[EXERCISE DETAILS]
Each line below that carries the string "image" must appear in the answer.

[GIVEN INFORMATION]
───

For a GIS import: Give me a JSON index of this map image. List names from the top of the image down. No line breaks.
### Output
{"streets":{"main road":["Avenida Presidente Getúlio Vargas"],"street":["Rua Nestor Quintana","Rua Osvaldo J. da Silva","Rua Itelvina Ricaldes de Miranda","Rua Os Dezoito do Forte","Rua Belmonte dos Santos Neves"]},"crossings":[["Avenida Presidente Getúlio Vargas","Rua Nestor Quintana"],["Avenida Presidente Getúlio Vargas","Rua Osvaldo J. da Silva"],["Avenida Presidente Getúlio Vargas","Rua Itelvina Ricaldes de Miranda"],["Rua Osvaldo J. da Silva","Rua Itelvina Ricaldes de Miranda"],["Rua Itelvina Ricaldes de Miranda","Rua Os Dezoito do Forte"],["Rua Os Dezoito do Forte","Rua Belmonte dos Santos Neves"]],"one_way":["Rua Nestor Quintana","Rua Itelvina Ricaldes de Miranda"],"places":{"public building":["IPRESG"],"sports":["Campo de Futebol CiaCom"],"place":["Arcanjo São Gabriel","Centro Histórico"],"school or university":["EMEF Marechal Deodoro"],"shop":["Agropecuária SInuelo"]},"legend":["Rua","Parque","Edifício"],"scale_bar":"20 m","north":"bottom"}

───

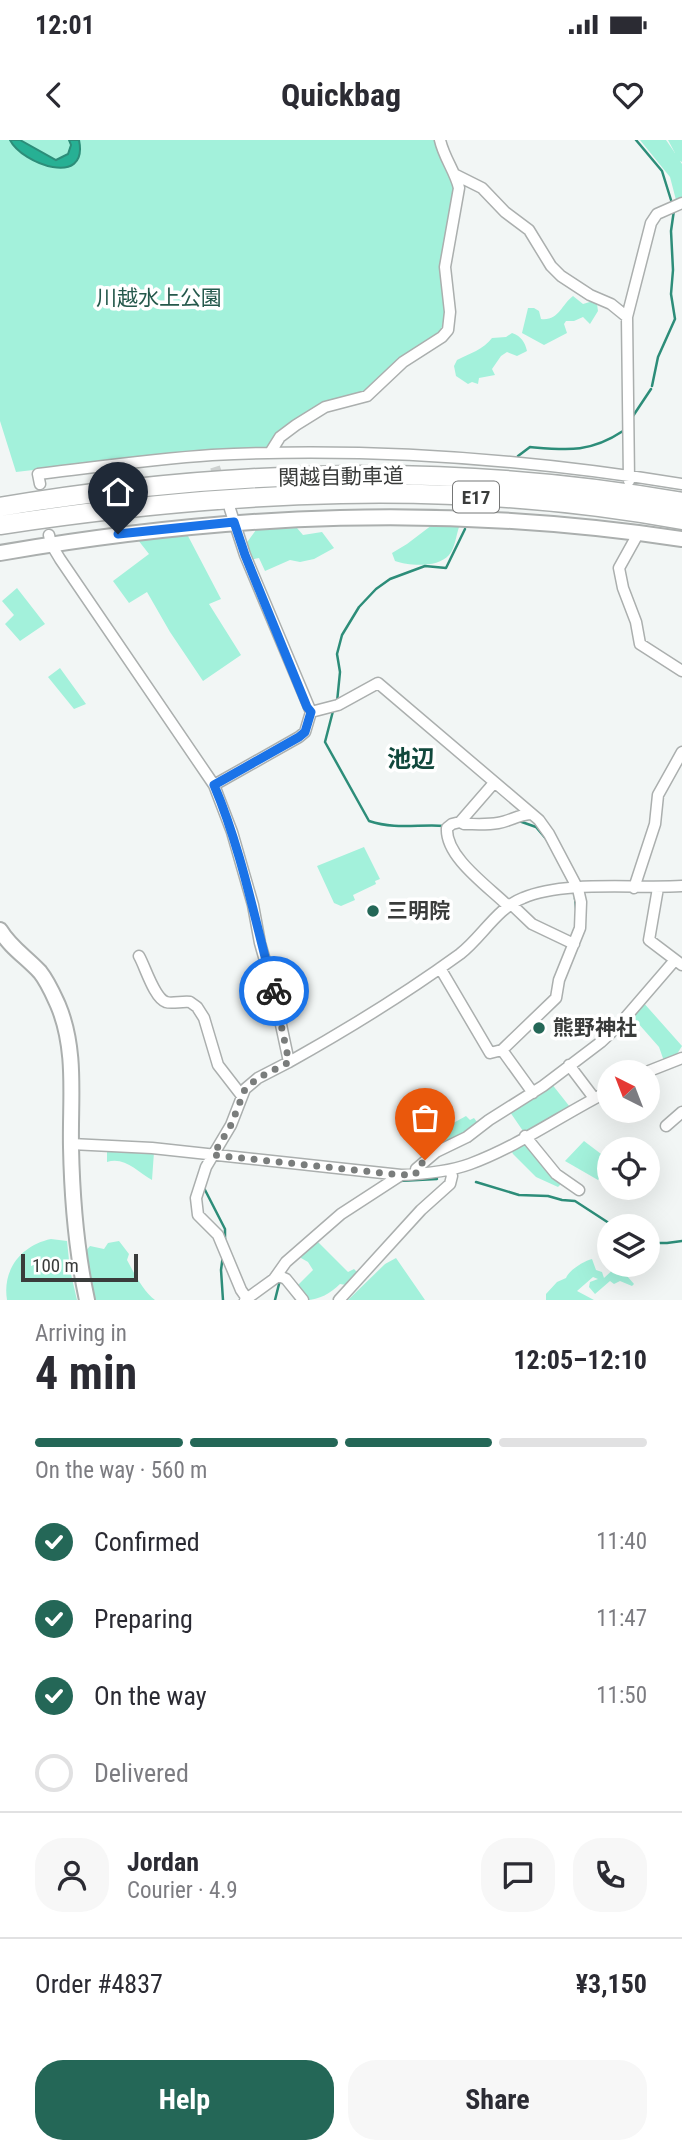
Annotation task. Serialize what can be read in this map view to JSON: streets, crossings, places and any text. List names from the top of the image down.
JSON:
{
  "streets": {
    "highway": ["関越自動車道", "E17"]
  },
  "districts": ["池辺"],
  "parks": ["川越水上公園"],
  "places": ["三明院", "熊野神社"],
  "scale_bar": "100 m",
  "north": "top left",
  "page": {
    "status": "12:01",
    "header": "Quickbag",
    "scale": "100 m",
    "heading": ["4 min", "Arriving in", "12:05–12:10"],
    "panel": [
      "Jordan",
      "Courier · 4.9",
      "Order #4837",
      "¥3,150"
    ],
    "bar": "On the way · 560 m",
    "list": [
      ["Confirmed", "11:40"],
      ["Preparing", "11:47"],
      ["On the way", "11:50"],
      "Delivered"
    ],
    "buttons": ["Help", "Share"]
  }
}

───

[ANSWER FOR THE TASK]
For a GIS import: Give me a JSON index of this map image. List names from the top of the image down. No line breaks.
Annotation task. Serialize what can be read in this map view to JSON: streets, crossings, places and any text. List names from the top of the image down.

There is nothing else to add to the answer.